The Guildford Town Centre play area before the renovation
(Image from huffingtonpost.ca)

At first glance, it seems a smart move to acquaint kids with technology (aren’t they already?).  Many parents however are just not happy with the new changes.

 

Screen Time for Kids

The big deal with that techified playground is that kids are much too exposed to various electronic screens already—from TVs to tablets, smartphones to gaming consoles.

Nowadays, even children as young as three or four are already being allowed to play with them. Some parents have come to depend on the pacifying capabilities of those glowing screens, especially as a growing number of kid-friendly games and apps have sprouted with a mission to educate, entertain, and preoccupy young minds (supposedly even babies’).

Want proof of how widespread it has become? Just look at those kid-proof cases for available iPads and other gadgets.

Screen exposure for kids can be all right, but only if it’s carefully supervised. Even Steve Jobs isn’t a big fan of allowing his own children some screen time with the iPad.

When other life-enriching activities—for instance reading a real paper book, creatively playing outdoors and interacting with the other kids, or enjoying Nature—are inadvertently put aside, those glowing screens become a problem. The Mayo Clinic lists several effects of too much screen exposure such as:

obesity
irregular sleep
behavioral problems
poor academic performance
violence

 

Offline Fun

Despite all these, we as a society have become more open to the possibilities of technology, and more lenient in allowing those possibilities influence our lives. Our children’s lives included. If in the past, psychologists had always warned against the ill effects of video games on children, nowadays sentiments have more or less relaxed. A recent study has even pointed out that gaming can also be beneficial and even healthy.

For fuss-free falls, rubber mat make for safer playgrounds.

For fuss-free falls, rubber mat make for safer playgrounds.

Today’s generation of kids might be lucky and privileged as technology becomes more and more casually and seamlessly built into their lives. Yet these same kids can never experience what life was like before the Internet arrived, something that people born before 1985—the last of a dying breedwere lucky to know all too well.

Without romanticizing “life before the Internet” too much, let’s just say us adults, more or less, have a richer and more nuanced appreciation of things in life. That commercial for Internet Explorer, Child of the 90s, pretty much sums it. (A troll was still a friend,… lunch was a puzzle, not a picture….). Who knew being offline could be so fun?

With the way we’re starting our kids early on gadgets, they’ll never have a chance to figure out the difference.

 

Last Few Places

Which brings us back to that mall playground. Some had argued it’s the mall’s way of bringing down cost of premium, especially as there are no more unsafe seesaws and dangerous monkey bars to worry about. In some ways, that play-it-safe move is understandable, given our society’s increasing tendency to sue for just about anything.

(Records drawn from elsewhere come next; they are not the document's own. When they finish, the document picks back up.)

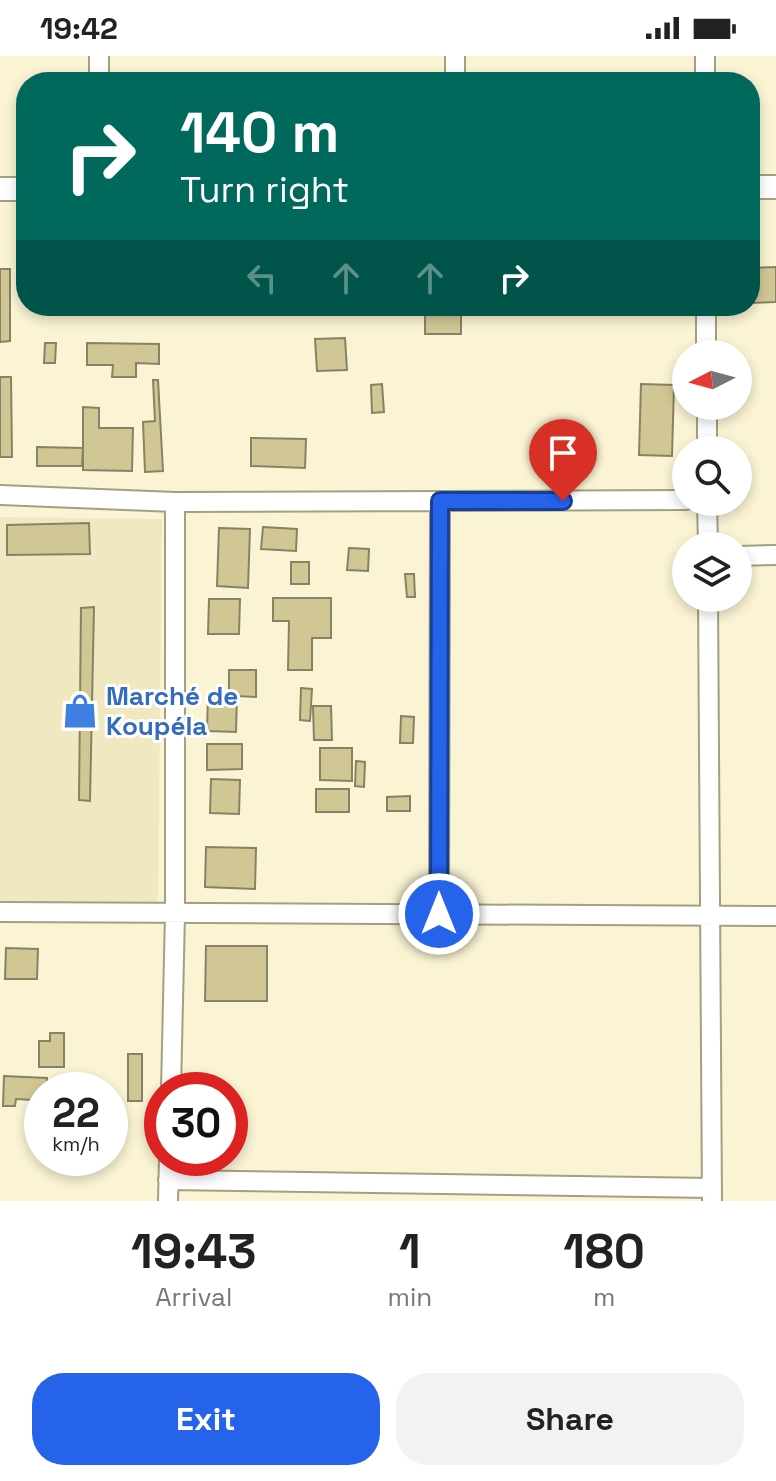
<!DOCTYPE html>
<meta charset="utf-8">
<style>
:root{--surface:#fff;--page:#f2f2f2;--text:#222;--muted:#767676;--accent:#2563eb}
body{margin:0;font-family:"Space Grotesk",sans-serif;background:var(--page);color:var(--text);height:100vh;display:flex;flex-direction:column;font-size:30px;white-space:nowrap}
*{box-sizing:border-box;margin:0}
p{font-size:26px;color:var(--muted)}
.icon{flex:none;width:44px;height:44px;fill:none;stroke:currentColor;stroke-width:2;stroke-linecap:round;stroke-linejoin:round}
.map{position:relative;height:1145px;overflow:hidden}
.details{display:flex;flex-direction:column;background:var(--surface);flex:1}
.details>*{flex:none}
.banner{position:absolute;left:16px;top:16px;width:744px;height:244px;border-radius:32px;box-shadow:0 4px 12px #0003;background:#00695c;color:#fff;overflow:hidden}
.needle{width:52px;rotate:264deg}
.buttons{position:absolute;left:672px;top:284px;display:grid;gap:16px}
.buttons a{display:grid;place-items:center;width:80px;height:80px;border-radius:50%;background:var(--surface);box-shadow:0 4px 12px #0003;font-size:40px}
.speed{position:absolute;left:24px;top:1016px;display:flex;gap:16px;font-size:40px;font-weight:700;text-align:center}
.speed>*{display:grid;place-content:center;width:104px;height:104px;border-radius:50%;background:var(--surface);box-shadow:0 4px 12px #0003;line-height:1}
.speed small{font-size:20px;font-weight:400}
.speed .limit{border:12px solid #d22;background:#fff;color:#111}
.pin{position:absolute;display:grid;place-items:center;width:68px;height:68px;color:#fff;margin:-82px -34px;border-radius:50% 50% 50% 0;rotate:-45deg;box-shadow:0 0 8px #0007}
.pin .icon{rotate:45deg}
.me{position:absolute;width:88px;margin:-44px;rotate:0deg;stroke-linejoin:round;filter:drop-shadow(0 0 6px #0008)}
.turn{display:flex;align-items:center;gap:28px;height:168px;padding:0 32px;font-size:36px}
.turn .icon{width:104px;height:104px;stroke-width:2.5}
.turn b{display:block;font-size:56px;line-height:68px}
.lanes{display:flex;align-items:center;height:76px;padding:0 32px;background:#0003;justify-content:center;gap:40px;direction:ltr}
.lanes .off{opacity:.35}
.eta{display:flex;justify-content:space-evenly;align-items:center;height:136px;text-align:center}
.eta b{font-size:48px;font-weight:800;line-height:56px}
.action{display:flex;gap:16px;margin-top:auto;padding:16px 32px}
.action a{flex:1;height:92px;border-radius:32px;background:var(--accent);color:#fff;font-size:32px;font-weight:800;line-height:92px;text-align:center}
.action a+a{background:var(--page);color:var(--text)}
.status{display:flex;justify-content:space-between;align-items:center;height:56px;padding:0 40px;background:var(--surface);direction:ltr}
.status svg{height:22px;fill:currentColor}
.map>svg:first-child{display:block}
.built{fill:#efe8c0}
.building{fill:#d1c795;stroke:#878265;stroke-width:2}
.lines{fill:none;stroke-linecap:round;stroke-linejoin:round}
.minor-casing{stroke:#a59f81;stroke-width:22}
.tertiary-casing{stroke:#a59f81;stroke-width:26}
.minor{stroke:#fff;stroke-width:18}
.tertiary{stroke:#fff;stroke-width:22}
.route-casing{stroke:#184099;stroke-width:20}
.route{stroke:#2563eb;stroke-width:14}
.labels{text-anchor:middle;stroke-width:6;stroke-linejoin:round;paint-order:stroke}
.shop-label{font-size:26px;font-weight:bold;fill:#366cbe;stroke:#fff;text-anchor:start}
</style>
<div class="status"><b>19:42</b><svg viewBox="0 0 49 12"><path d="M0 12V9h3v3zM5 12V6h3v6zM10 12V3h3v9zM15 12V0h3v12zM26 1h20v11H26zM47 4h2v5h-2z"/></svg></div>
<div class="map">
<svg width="776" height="1145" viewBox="0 0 776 1145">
<rect width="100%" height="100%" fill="#faf4d4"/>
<path class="built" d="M0 461 162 463 158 849 0 847Z"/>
<path class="building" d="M776 211V246L750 247V212Z
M0 213H10V285L0 286Z
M425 250H461V278H425Z
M345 282 347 314 317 315 315 283Z
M45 287H56L55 307H44Z
M87 287 159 288V308L136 307V321H112L113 309H87Z
M0 321H11L12 401H0Z
M153 324H158L163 415 145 416 143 366 155 365Z
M382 328 384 356 372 357 371 329Z
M641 328 674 329 672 400 639 399Z
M83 351 99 352V372H133L132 415 83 414Z
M251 382 306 383 305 412 251 410Z
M37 391 83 392 82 410H37Z
M89 467 90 498 7 499V469Z
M263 471 297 473 296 495 261 493Z
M219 472 250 473 248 532 217 530Z
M349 492 369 493 368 515 347 514Z
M291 506H309V528H291Z
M405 518H414L415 541H407Z
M273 542H331V582H312V614H288L289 565H273Z
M209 543H240L239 578H208Z
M94 551 90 745 79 744 81 552Z
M229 614H256V641L237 640 236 676 207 675 208 638 229 639Z
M301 632 312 633 310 665 300 664Z
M313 650H331L332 684H314Z
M401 660 414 661 413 687H400Z
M207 688H242V713L207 714Z
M320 692H352V725L320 724Z
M356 705 365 706 364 731 355 730Z
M211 723 240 724 239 758 210 757Z
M316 733H349V756H316Z
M410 740V755H387V741Z
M206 791 256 792 255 833 205 831Z
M206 890H267V945H205Z
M6 892 38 893 37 923H5Z
M50 977H64V1011H39V985H50Z
M128 998H142V1045H128Z
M4 1020 47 1022V1034H42V1053H33V1044L16 1043 15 1050H3Z"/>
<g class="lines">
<g class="minor-casing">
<path id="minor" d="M99 0V26
M455 0V26
M705 0V26
M706 250V298
M707 350V394
M0 439 175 446 686 444
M707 446 708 490
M738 500 776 499
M708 542 712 1145
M0 856 776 860
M439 858 440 445
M171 1034 175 857V446
M168 1124 712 1132
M168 1145 169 1102"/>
</g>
<g class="tertiary-casing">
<path id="tertiary" d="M750 131H776
M0 133H26"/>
</g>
<use href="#minor" class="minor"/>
<use href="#tertiary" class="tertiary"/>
</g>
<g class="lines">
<g class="route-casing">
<path id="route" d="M439 858 440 445H563"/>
</g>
<use href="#route" class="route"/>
</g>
<defs>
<g id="shop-bare" transform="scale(2.76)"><path d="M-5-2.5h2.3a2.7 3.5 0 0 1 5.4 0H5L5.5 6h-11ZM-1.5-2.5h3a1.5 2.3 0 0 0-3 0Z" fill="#3f7fe0" stroke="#fff" stroke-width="2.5" paint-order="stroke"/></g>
</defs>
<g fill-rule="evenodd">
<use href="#shop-bare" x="80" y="655"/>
</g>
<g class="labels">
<g class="shop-label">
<text x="106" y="649">Marché de<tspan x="106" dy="30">Koupéla</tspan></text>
</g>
</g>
</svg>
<div class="buttons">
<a><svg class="needle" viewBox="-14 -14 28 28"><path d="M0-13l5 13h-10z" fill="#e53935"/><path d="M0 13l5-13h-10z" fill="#767676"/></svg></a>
<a><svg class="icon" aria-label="search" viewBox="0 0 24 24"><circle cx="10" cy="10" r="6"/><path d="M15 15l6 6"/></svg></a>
<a><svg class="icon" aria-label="layers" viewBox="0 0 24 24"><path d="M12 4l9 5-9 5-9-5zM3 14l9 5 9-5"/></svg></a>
</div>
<div class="speed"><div>22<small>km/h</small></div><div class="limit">30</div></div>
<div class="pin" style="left:563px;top:445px;background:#d93025"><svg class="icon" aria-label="arrive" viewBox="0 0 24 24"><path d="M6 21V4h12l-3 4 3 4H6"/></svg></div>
<svg class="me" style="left:439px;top:858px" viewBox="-20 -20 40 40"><circle r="17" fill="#2563eb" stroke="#fff" stroke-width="3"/><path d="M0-11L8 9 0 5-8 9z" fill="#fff"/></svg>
<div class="banner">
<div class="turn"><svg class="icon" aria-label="right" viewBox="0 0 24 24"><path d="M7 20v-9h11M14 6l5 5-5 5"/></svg><div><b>140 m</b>Turn right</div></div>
<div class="lanes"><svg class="icon off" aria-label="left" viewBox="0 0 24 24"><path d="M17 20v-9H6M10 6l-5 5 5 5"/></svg><svg class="icon off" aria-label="ahead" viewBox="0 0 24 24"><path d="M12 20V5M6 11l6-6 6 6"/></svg><svg class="icon off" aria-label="ahead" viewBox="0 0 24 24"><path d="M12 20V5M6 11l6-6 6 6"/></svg><svg class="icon" aria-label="right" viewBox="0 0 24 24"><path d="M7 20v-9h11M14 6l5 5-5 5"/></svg></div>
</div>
</div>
<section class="details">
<div class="eta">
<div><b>19:43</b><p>Arrival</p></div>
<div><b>1</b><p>min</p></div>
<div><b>180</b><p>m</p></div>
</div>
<div class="action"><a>Exit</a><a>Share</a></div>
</section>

All sharp corners and boxy surfaces: the Elysium Playground in Queensland, Australia isn't exactly  kid-safe, but it's a start.

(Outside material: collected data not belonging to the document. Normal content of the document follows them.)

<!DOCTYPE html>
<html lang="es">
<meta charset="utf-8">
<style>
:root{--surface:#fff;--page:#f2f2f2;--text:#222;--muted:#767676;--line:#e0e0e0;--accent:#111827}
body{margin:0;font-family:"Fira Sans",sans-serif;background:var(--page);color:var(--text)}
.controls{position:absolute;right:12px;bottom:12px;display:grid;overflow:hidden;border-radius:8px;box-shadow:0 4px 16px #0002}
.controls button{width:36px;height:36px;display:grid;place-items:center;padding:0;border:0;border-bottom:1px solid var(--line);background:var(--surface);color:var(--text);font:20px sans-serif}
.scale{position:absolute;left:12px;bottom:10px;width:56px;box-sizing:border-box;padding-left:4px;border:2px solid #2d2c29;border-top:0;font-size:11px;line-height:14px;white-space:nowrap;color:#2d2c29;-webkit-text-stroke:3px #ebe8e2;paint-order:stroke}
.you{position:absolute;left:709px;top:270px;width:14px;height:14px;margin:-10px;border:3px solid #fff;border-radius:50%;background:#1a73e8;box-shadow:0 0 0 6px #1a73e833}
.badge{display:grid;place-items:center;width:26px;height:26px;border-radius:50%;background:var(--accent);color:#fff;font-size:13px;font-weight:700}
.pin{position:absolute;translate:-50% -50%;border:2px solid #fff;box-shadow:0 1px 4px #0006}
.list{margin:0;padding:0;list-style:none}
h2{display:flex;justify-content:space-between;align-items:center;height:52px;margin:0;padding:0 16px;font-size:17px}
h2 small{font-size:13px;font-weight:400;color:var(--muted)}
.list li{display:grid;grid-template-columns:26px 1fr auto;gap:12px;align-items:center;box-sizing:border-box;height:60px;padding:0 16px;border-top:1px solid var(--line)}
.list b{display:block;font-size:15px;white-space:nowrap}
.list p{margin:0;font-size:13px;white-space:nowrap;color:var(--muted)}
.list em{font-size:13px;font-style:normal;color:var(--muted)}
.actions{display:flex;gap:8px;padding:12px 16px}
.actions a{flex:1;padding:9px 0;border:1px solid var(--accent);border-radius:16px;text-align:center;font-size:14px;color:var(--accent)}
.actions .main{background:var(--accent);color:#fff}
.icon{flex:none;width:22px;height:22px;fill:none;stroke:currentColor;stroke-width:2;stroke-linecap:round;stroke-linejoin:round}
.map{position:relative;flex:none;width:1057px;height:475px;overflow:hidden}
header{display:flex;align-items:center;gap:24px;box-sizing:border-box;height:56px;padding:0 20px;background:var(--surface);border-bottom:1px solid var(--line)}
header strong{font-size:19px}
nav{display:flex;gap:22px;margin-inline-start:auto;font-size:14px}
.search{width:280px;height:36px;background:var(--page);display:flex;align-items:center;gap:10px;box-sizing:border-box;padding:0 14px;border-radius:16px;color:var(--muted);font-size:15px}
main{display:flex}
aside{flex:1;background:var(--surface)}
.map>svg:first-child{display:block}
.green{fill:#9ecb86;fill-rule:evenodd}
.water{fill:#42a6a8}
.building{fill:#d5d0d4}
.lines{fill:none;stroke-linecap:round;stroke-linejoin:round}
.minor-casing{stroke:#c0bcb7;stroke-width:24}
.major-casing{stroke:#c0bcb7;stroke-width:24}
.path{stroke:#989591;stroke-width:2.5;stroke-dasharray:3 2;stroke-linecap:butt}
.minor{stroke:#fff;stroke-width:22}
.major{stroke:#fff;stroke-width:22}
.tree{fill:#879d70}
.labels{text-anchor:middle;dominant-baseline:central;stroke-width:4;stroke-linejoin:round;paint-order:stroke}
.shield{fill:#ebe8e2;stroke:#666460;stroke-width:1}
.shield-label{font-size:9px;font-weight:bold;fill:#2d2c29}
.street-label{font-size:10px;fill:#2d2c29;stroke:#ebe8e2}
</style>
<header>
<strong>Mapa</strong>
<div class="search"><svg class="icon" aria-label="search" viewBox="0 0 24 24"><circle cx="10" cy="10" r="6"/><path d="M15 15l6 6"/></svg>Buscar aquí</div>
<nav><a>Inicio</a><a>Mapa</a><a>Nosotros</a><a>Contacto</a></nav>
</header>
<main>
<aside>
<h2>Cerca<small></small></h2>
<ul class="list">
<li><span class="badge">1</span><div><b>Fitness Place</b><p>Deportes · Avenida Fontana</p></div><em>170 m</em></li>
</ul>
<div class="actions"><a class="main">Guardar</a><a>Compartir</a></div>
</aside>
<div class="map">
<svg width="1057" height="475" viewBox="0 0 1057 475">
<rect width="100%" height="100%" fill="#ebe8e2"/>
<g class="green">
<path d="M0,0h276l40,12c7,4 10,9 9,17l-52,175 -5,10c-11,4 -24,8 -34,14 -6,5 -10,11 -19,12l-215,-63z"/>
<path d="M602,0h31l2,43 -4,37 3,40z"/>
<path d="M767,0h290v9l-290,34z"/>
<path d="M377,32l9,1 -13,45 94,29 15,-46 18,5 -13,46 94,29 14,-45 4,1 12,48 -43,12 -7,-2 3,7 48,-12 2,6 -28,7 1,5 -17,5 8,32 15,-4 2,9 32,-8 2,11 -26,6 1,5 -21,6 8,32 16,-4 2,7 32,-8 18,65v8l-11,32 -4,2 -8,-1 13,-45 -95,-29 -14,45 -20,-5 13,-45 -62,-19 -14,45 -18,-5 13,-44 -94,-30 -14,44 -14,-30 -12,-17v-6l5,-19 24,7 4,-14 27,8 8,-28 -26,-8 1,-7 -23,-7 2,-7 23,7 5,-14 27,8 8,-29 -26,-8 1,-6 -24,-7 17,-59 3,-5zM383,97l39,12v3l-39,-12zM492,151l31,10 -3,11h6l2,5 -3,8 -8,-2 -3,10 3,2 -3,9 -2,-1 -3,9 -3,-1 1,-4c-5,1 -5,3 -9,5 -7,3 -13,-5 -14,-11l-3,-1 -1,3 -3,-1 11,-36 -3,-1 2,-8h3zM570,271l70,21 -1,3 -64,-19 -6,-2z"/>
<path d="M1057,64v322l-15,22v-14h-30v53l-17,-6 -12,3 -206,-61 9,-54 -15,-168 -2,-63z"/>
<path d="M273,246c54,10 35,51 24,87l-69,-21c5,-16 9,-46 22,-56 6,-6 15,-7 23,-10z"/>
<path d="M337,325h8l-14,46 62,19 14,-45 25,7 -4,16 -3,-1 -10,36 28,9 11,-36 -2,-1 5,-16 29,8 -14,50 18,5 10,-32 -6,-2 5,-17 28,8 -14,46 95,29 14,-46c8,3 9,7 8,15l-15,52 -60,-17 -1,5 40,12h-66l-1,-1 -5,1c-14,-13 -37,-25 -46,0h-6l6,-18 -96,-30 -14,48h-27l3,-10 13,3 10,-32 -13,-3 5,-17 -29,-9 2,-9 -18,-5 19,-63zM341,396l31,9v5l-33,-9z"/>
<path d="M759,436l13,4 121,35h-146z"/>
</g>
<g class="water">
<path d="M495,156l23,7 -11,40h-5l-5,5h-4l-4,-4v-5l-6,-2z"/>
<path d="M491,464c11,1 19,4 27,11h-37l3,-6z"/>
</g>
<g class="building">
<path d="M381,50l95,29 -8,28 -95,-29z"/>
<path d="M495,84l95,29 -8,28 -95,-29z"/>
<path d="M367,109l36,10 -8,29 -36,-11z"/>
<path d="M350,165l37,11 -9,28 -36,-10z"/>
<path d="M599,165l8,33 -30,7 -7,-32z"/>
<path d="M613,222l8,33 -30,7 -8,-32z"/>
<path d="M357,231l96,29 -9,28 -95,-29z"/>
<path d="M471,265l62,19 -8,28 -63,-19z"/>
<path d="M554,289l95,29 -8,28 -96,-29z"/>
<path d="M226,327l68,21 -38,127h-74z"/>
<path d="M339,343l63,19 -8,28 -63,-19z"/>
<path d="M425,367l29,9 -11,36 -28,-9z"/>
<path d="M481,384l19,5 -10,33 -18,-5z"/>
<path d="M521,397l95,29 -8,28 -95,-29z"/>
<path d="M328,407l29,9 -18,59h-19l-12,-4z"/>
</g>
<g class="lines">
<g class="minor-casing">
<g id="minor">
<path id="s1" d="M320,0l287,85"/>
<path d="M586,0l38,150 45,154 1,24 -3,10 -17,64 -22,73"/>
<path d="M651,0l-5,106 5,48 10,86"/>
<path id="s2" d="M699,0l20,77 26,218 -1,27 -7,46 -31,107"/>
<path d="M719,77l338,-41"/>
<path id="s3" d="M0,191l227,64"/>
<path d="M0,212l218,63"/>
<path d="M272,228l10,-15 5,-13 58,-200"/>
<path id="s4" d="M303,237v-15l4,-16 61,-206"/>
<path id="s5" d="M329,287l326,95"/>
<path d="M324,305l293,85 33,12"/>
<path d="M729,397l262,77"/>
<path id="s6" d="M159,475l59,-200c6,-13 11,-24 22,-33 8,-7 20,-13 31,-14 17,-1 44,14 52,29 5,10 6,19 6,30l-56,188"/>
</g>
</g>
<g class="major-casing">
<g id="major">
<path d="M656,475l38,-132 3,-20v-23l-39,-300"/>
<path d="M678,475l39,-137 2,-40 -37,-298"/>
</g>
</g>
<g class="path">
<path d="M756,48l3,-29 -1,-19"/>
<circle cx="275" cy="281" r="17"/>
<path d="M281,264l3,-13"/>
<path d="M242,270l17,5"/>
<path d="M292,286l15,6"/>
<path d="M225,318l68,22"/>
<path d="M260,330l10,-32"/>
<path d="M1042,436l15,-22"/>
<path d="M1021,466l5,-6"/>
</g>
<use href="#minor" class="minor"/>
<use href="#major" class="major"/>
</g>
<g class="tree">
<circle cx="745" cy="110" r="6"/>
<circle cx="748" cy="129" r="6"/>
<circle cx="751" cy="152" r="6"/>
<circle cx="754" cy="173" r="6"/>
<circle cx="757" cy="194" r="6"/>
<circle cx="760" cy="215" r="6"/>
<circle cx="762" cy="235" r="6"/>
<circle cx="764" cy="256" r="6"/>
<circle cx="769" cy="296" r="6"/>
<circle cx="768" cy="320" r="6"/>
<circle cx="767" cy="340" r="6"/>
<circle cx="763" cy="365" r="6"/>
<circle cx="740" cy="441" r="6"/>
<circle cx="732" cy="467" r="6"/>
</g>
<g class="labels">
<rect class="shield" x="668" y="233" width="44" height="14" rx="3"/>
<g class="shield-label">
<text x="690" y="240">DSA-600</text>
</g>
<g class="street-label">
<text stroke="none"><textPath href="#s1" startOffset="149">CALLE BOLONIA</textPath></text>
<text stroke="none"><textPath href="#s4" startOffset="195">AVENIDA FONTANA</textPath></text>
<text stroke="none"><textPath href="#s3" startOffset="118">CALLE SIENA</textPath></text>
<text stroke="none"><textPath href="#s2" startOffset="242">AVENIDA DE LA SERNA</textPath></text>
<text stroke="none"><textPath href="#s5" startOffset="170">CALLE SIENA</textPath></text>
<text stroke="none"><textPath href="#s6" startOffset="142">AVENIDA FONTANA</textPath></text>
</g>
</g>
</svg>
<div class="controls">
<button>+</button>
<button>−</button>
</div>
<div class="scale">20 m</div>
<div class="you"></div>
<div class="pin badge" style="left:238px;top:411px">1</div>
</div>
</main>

All sharp corners and boxy surfaces: the Elysium Playground in Queensland, Australia isn’t exactly kid-safe, but it’s a start.

True, malls aren’t doing pure public service when they install play spaces indoors. At best, playgrounds are just amenities originally designed to draw in a subset of customers who shop with their kids. Playgrounds do quite a good job of gathering kids in one area where they can make noise and run around, out of the way of shoppers.

But it’s also quite a big leap to take the physical aspect of fun out of playgrounds just for the sake of safety. We have such nice childhood memories of playgrounds, let’s not turn them into a digital mockery.

In this increasingly wired and connected world, playgrounds are one of the last few places in which our kids can have pure, original, offline fun.